# What color paint?



## NissanTuner (Dec 1, 2002)

In light of the bodykit ill be purchasing this week, Im wondering what color paint to follow up with on the car. Heres what im thinking:

Electron Blue with purple pearl (aka civic si blue w/purple pearl)

or 

Anthracite with blue pearl

Let me know what you guys think, feel free to post suggestions if you like neither. I do not want to go with a stock nissan color, like red, or black or white, too plain for me. Im going for something that grabs attention in a tasteful way, not in a "Hey look at me I drive a lime green car" way.

Lemme know, im prepping the car starting friday.

Ryan


----------



## Token Moron (Mar 28, 2003)

what about skyline blue?


----------



## wickedsr20 (Aug 8, 2002)

350Z blue. Dear god man, don't use a Honda color.


----------



## NissanTuner (Dec 1, 2002)

Anthracite with sapphire pearl it is I guess  Unless anyone knows of an import car that was factory painted gunmetal and the year of the make, cause gunmetal would look sick on our cars too with all the curves.


----------



## ScarCrow28 (May 14, 2002)

How About WRX or 350z Blue? Then just add some chroma to that!  


Si blue, give me a break. That is almost, yet almost, as bad as putting an SR20 into a Civic. Very Insulting to Nissan.


----------



## NissanTuner (Dec 1, 2002)

its a fucking color people, get a damn clue, its not mutiny to paint your car a color you like. Just cause its named civic si blue doesnt mean any of the money goes to honda for the color, they are getting zero support from me. PPG makes the paint, its called Neutron Blue.

goddamn.

The only reason I DIDNT go with the SI blue is its getting played out, im starting to see it on scubaru's, acura's, audi's etc.


----------



## ScarCrow28 (May 14, 2002)

hee hee hee


----------



## WasKie (Jun 3, 2003)

:thumbup:



> How About WRX or 350z Blue? Then just add some chroma to that!


----------



## McLaren F1 2003 (Jan 2, 2003)

NissanTuner said:


> *its a fucking color people, get a damn clue, its not mutiny to paint your car a color you like. Just cause its named civic si blue doesnt mean any of the money goes to honda for the color, they are getting zero support from me. PPG makes the paint, its called Neutron Blue.
> 
> goddamn.
> 
> The only reason I DIDNT go with the SI blue is its getting played out, im starting to see it on scubaru's, acura's, audi's etc. *



he makes a valid point


----------



## dsigns (May 23, 2003)

Infiniti G20 Maui Blue...now thats a beautiful color...


----------



## OmegaManEX (Oct 4, 2002)

if you like the blue that u used on your interior trim , i say use that or a paint similar to that color


----------



## samo (Apr 30, 2002)

ScarCrow28 said:


> *Si blue, give me a break.

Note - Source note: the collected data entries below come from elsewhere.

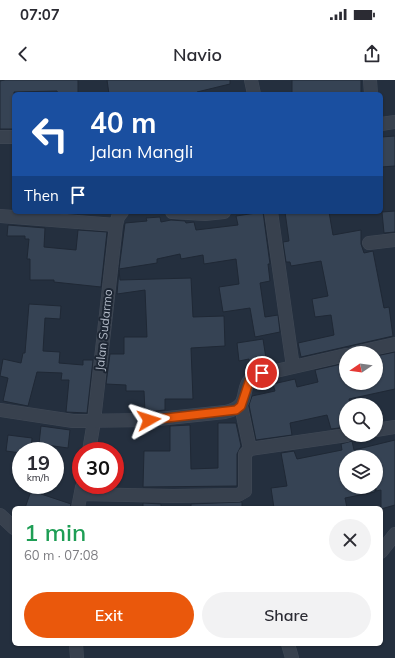 <!DOCTYPE html>
<meta charset="utf-8">
<style>
:root{--surface:#fff;--page:#f2f2f3;--text:#2b2b33;--muted:#7c7c81;--accent:#ea580c}
body{margin:0;font-family:Mulish,sans-serif;background:var(--page);color:var(--text);height:100vh;display:flex;flex-direction:column;font-size:15px;white-space:nowrap}
*{box-sizing:border-box;margin:0}
p{font-size:13px;color:var(--muted)}
.icon{flex:none;width:22px;height:22px;fill:none;stroke:currentColor;stroke-width:2;stroke-linecap:round;stroke-linejoin:round}
.map{position:relative;flex:1;overflow:hidden}
.side{position:absolute;left:12px;top:426px;width:371px;height:140px;display:flex;flex-direction:column;background:var(--surface);border-radius:6px;box-shadow:0 1px 3px #0004}
.side>*{flex:none}
.top-card{position:absolute;left:12px;top:12px;width:371px;height:122px;border-radius:6px;box-shadow:0 1px 3px #0004;background:#1a4fa0;color:#fff;overflow:hidden}
.needle{width:26px;rotate:257deg}
.fabs{position:absolute;left:339px;top:266px;display:grid;gap:8px}
.fabs a{display:grid;place-items:center;width:44px;height:44px;border-radius:50%;background:var(--surface);box-shadow:0 1px 3px #0004;font-size:20px}
.speed{position:absolute;left:12px;top:362px;display:flex;gap:8px;font-size:20px;font-weight:700;text-align:center}
.speed>*{display:grid;place-content:center;width:52px;height:52px;border-radius:50%;background:var(--surface);box-shadow:0 1px 3px #0004;line-height:1}
.speed small{font-size:10px;font-weight:400}
.speed .limit{border:6px solid #d22;background:#fff;color:#111}
.pin{position:absolute;display:grid;place-items:center;width:34px;height:34px;color:#fff;margin:-17px;border:2px solid #fff;border-radius:50%;box-shadow:0 1px 4px #0007}
.me{position:absolute;width:44px;margin:-22px;rotate:84deg;stroke-linejoin:round;filter:drop-shadow(0 0 3px #0008)}
.turn{display:flex;align-items:center;gap:14px;height:84px;padding:0 12px;font-size:18px}
.turn .icon{width:52px;height:52px;stroke-width:2.5}
.turn b{display:block;font-size:28px;line-height:34px}
.then{display:flex;align-items:center;height:38px;padding:0 12px;background:#0003;gap:8px;font-size:15px}
.round{display:grid;place-items:center;flex:none;width:42px;height:42px;border-radius:21px;background:var(--page)}
.head{display:flex;align-items:center;justify-content:space-between;height:68px;padding:0 12px}
h1{font-size:24px;font-weight:600;line-height:30px;color:#1e9e55}
.action{display:flex;gap:8px;margin-top:auto;padding:8px 12px}
.action a{flex:1;height:46px;border-radius:24px;background:var(--accent);color:#fff;font-size:16px;font-weight:600;line-height:46px;text-align:center}
.action a+a{background:var(--page);color:var(--text)}
.status{display:flex;justify-content:space-between;align-items:center;height:28px;padding:0 20px;background:var(--surface);direction:ltr}
.status svg{height:11px;fill:currentColor}
header{display:flex;justify-content:space-between;align-items:center;height:52px;padding:0 12px;background:var(--surface);font-size:18px;font-weight:600}
.map>svg:first-child{display:block}
</style>
<div class="status"><b>07:07</b><svg viewBox="0 0 49 12"><path d="M0 12V9h3v3zM5 12V6h3v6zM10 12V3h3v9zM15 12V0h3v12zM26 1h20v11H26zM47 4h2v5h-2z"/></svg></div>
<header><svg class="icon" aria-label="back" viewBox="0 0 24 24"><path d="M15 5l-7 7 7 7"/></svg>Navio<svg class="icon" aria-label="share" viewBox="0 0 24 24"><path d="M12 15V3M7 8l5-5 5 5M5 13v7h14v-7"/></svg></header>
<div class="map">
<svg width="395" height="578" viewBox="0 0 395 578">
<rect width="100%" height="100%" fill="#242f3e"/>
<path fill="#364354" stroke="#1f2835" d="M5 0H78V14H58L57 11 14 12V49H0V1Z
M107 0H230V4L197 12V14H109Z
M292 0H361V14H292Z
M395 56V86L381 87V57Z
M395 131V152L384 153 382 132Z
M263 132 270 184H268L270 201 260 203 265 237 278 235 280 252 255 257 250 228 223 232 219 207 239 204 236 179 204 184 203 175 181 179 180 174 157 179V183L119 189 125 143 147 141 146 138 160 137 161 142 171 140 185 141 186 143 194 142 196 150 238 145 236 136Z
M285 132H329L333 155 361 150V164L364 173 373 171 384 228 389 227 393 256 301 277 298 263 334 255 331 235 315 237 312 219 328 216 321 181 291 186 290 182H286L283 162 289 161Z
M8 145 45 148 44 167 76 170 78 150 107 152 101 207 54 202V200H30V179H27L29 159H25V156H7Z
M119 190 120 200 191 198 193 237 224 236 225 266 191 268 193 319H165V330L145 332 144 311H126V305L106 304 110 274H124V257H147L145 210 117 214Z
M29 224 61 226 60 239 45 238 43 271 60 272 59 283 83 285V280H93L87 333 66 332 69 300H61L62 293 37 292 28 326 3 321 8 298 0 296 3 279 21 283 23 273H25Z
M263 259 267 285 250 289 249 279 239 281 237 263Z
M395 272V309L349 319 350 325H346V347L331 349 327 335 290 343 292 355 256 360 249 325 252 316 275 311 273 304 295 299 297 307 318 302 315 290 346 283V303H376V276Z
M218 343H236L241 366 237 374V406L143 407 144 371H170V346L190 345 191 389 218 388Z
M41 346 70 350 68 368 39 364Z
M8 355 32 358 31 371H21V373L6 371Z
M395 360V425L381 429V410L376 411V377H346V407H375V412L345 418 347 428H274L271 408 287 406 281 373 294 371 297 379 342 370 341 364 352 361 354 370Z
M33 405H44L41 414 71 424 70 428H25Z
M242 422V428H191V424Z
M143 423 161 424V428H143Z"/>
<g fill="none" stroke-linecap="round" stroke-linejoin="round">
<g stroke="#414a57" stroke-width="14">
<path id="minor" d="M251 0 254 14
M370 0 371 14
M381 44 395 42
M0 57H14
M172 132 205 134 224 132
M271 132 293 287
M0 136 116 145
M369 163 395 160
M354 273 395 264
M241 326 250 369
M0 330 73 341 149 340 225 332C254 326 237 309 254 296L346 275
M376 350 395 347
M89 371 94 341 116 145 118 137 122 132
M81 414 173 416 238 415 245 411V374L250 369 347 355
M78 428 82 407
M0 435 14 448
M381 472 395 454
M76 564 77 578
M288 564 292 578"/>
</g>
<use href="#minor" stroke="#38414e" stroke-width="13"/>
</g>
<g fill="none" stroke-linecap="round" stroke-linejoin="round">
<g stroke="#983908" stroke-width="10">
<path id="route" d="M149 340 236 330 241 326 250 299 262 293"/>
</g>
<use href="#route" stroke="#ea580c" stroke-width="7"/>
</g>
<g text-anchor="middle" stroke-width="4" stroke-linejoin="round" paint-order="stroke">
<g font-size="12" fill="#b4bcc9" stroke="#1d2633">
<text transform="translate(104 250) rotate(-84)" y="4">Jalan Sudarmo</text>
</g>
</g>
</svg>
<div class="fabs">
<a><svg class="needle" viewBox="-14 -14 28 28"><path d="M0-13l5 13h-10z" fill="#e53935"/><path d="M0 13l5-13h-10z" fill="#7c7c81"/></svg></a>
<a><svg class="icon" aria-label="search" viewBox="0 0 24 24"><circle cx="10" cy="10" r="6"/><path d="M15 15l6 6"/></svg></a>
<a><svg class="icon" aria-label="layers" viewBox="0 0 24 24"><path d="M12 4l9 5-9 5-9-5zM3 14l9 5 9-5"/></svg></a>
</div>
<div class="speed"><div>19<small>km/h</small></div><div class="limit">30</div></div>
<div class="pin" style="left:262px;top:293px;background:#d93025"><svg class="icon" aria-label="arrive" viewBox="0 0 24 24"><path d="M6 21V4h12l-3 4 3 4H6"/></svg></div>
<svg class="me" style="left:149px;top:340px" viewBox="-20 -20 40 40"><path d="M0-17L14 15 0 8-14 15z" fill="#ea580c" stroke="#fff" stroke-width="4"/></svg>
<div class="top-card">
<div class="turn"><svg class="icon" aria-label="left" viewBox="0 0 24 24"><path d="M17 20v-9H6M10 6l-5 5 5 5"/></svg><div><b>40 m</b>Jalan Mangli</div></div>
<div class="then">Then<svg class="icon" aria-label="arrive" viewBox="0 0 24 24"><path d="M6 21V4h12l-3 4 3 4H6"/></svg></div>
</div>
<section class="side">
<div class="head"><div><h1>1 min</h1><p>60 m · 07:08</p></div><a class="round"><svg class="icon" aria-label="close" viewBox="0 0 24 24"><path d="M6 6l12 12M18 6L6 18"/></svg></a></div>
<div class="action"><a>Exit</a><a>Share</a></div>
</section>
</div>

That is almost, yet almost, as bad as putting an SR20 into a Civic. Very Insulting to Nissan. *


----------



## crazy4myb14 (Jan 20, 2003)

NissanTuner said:


> *Anthracite with sapphire pearl it is I guess  Unless anyone knows of an import car that was factory painted gunmetal and the year of the make, cause gunmetal would look sick on our cars too with all the curves. *


lexus IS300!

Ben


----------



## crazy4myb14 (Jan 20, 2003)

get the paint done then buy my seats!

Ben


----------



## NissanTuner (Dec 1, 2002)

hehe, buying seats will never happen for me, i have monitors installed in mine, racing seats would completely negate the ability to use my headrest mounted TV's.


----------